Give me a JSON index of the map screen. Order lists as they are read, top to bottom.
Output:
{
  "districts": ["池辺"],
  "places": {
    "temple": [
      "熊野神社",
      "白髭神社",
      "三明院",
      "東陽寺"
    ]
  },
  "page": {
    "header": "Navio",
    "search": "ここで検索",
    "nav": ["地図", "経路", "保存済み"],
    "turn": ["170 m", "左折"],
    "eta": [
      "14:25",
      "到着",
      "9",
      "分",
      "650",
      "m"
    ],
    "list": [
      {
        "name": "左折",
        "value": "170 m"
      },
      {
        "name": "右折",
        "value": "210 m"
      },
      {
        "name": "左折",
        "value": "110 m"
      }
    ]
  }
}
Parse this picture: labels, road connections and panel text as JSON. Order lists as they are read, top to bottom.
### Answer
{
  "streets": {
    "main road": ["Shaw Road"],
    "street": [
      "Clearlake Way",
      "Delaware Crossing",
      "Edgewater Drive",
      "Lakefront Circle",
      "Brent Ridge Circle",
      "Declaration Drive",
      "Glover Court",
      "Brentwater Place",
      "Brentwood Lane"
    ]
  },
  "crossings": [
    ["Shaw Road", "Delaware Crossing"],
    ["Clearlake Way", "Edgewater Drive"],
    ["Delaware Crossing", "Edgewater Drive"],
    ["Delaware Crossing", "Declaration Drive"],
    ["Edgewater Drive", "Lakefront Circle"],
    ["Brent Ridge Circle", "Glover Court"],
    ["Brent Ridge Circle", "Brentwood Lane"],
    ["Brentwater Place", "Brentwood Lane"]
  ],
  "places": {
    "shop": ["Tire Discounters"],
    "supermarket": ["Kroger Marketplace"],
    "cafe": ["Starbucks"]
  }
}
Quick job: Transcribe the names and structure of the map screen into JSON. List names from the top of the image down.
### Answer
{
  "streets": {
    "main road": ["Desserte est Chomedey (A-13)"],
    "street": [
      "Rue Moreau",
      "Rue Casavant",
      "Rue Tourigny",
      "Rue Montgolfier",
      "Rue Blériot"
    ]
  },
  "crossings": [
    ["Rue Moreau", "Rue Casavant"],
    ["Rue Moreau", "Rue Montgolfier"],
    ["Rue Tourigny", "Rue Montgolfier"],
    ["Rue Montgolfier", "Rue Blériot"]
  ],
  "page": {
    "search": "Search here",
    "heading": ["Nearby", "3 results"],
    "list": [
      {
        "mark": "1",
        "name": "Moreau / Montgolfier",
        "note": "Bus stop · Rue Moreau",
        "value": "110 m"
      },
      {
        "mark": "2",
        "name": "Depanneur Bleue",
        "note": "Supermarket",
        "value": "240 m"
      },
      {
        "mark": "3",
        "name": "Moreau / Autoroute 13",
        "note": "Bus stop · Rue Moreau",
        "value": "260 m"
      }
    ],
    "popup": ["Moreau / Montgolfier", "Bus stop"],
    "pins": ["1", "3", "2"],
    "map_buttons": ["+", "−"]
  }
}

- The problem -
Using only the entries above, output the line with "Parse this picture: labels, road", the line with "Quick job: Transcribe", and all lines between them, exactly as they stand.

- Output of the exercise -
Parse this picture: labels, road connections and panel text as JSON. Order lists as they are read, top to bottom.
### Answer
{
  "streets": {
    "main road": ["Shaw Road"],
    "street": [
      "Clearlake Way",
      "Delaware Crossing",
      "Edgewater Drive",
      "Lakefront Circle",
      "Brent Ridge Circle",
      "Declaration Drive",
      "Glover Court",
      "Brentwater Place",
      "Brentwood Lane"
    ]
  },
  "crossings": [
    ["Shaw Road", "Delaware Crossing"],
    ["Clearlake Way", "Edgewater Drive"],
    ["Delaware Crossing", "Edgewater Drive"],
    ["Delaware Crossing", "Declaration Drive"],
    ["Edgewater Drive", "Lakefront Circle"],
    ["Brent Ridge Circle", "Glover Court"],
    ["Brent Ridge Circle", "Brentwood Lane"],
    ["Brentwater Place", "Brentwood Lane"]
  ],
  "places": {
    "shop": ["Tire Discounters"],
    "supermarket": ["Kroger Marketplace"],
    "cafe": ["Starbucks"]
  }
}
Quick job: Transcribe the names and structure of the map screen into JSON. List names from the top of the image down.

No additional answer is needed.